The response should consist of the records that follow, printed exactly.

* [Dataset entries]:
Content starts
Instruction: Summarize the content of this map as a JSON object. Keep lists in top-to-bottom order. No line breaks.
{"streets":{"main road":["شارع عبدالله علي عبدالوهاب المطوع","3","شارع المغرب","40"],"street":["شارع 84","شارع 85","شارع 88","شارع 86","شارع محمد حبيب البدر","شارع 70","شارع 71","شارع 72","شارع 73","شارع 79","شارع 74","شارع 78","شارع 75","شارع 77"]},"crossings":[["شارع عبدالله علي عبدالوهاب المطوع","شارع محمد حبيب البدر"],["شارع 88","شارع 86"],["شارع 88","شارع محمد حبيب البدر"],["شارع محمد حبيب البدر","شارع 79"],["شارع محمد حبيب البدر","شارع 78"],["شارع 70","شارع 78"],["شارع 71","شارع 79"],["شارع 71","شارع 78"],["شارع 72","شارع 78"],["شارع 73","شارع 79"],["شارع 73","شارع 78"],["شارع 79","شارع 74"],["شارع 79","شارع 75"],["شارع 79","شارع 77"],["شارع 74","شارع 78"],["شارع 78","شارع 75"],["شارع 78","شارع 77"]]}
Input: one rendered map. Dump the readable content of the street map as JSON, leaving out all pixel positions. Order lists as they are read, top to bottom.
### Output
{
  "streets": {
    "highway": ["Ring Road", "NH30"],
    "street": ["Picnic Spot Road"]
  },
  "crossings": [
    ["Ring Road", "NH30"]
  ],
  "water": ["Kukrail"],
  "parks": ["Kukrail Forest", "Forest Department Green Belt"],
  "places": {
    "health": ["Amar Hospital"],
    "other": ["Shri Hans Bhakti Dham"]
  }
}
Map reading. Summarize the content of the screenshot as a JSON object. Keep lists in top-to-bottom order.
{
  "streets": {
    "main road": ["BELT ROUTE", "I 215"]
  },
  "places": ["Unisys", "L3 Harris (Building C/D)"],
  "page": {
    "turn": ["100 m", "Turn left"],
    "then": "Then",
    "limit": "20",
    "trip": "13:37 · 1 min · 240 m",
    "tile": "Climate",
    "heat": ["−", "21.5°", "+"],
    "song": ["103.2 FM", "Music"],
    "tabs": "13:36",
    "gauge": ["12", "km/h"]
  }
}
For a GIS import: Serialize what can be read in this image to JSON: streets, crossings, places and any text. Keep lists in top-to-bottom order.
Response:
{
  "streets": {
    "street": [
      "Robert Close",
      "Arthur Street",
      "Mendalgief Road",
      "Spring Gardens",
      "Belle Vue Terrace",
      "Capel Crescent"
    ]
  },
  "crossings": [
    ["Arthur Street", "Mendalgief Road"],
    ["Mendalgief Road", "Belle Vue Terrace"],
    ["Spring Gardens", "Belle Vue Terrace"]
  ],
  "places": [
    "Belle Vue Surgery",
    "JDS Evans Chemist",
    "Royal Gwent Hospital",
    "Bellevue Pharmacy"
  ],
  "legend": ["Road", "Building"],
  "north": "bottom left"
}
Content ends
* [ANSWER BELOW]:
Instruction: Summarize the content of this map as a JSON object. Keep lists in top-to-bottom order. No line breaks.
{"streets":{"main road":["شارع عبدالله علي عبدالوهاب المطوع","3","شارع المغرب","40"],"street":["شارع 84","شارع 85","شارع 88","شارع 86","شارع محمد حبيب البدر","شارع 70","شارع 71","شارع 72","شارع 73","شارع 79","شارع 74","شارع 78","شارع 75","شارع 77"]},"crossings":[["شارع عبدالله علي عبدالوهاب المطوع","شارع محمد حبيب البدر"],["شارع 88","شارع 86"],["شارع 88","شارع محمد حبيب البدر"],["شارع محمد حبيب البدر","شارع 79"],["شارع محمد حبيب البدر","شارع 78"],["شارع 70","شارع 78"],["شارع 71","شارع 79"],["شارع 71","شارع 78"],["شارع 72","شارع 78"],["شارع 73","شارع 79"],["شارع 73","شارع 78"],["شارع 79","شارع 74"],["شارع 79","شارع 75"],["شارع 79","شارع 77"],["شارع 74","شارع 78"],["شارع 78","شارع 75"],["شارع 78","شارع 77"]]}
Input: one rendered map. Dump the readable content of the street map as JSON, leaving out all pixel positions. Order lists as they are read, top to bottom.
### Output
{
  "streets": {
    "highway": ["Ring Road", "NH30"],
    "street": ["Picnic Spot Road"]
  },
  "crossings": [
    ["Ring Road", "NH30"]
  ],
  "water": ["Kukrail"],
  "parks": ["Kukrail Forest", "Forest Department Green Belt"],
  "places": {
    "health": ["Amar Hospital"],
    "other": ["Shri Hans Bhakti Dham"]
  }
}
Map reading. Summarize the content of the screenshot as a JSON object. Keep lists in top-to-bottom order.
{
  "streets": {
    "main road": ["BELT ROUTE", "I 215"]
  },
  "places": ["Unisys", "L3 Harris (Building C/D)"],
  "page": {
    "turn": ["100 m", "Turn left"],
    "then": "Then",
    "limit": "20",
    "trip": "13:37 · 1 min · 240 m",
    "tile": "Climate",
    "heat": ["−", "21.5°", "+"],
    "song": ["103.2 FM", "Music"],
    "tabs": "13:36",
    "gauge": ["12", "km/h"]
  }
}
For a GIS import: Serialize what can be read in this image to JSON: streets, crossings, places and any text. Keep lists in top-to-bottom order.
Response:
{
  "streets": {
    "street": [
      "Robert Close",
      "Arthur Street",
      "Mendalgief Road",
      "Spring Gardens",
      "Belle Vue Terrace",
      "Capel Crescent"
    ]
  },
  "crossings": [
    ["Arthur Street", "Mendalgief Road"],
    ["Mendalgief Road", "Belle Vue Terrace"],
    ["Spring Gardens", "Belle Vue Terrace"]
  ],
  "places": [
    "Belle Vue Surgery",
    "JDS Evans Chemist",
    "Royal Gwent Hospital",
    "Bellevue Pharmacy"
  ],
  "legend": ["Road", "Building"],
  "north": "bottom left"
}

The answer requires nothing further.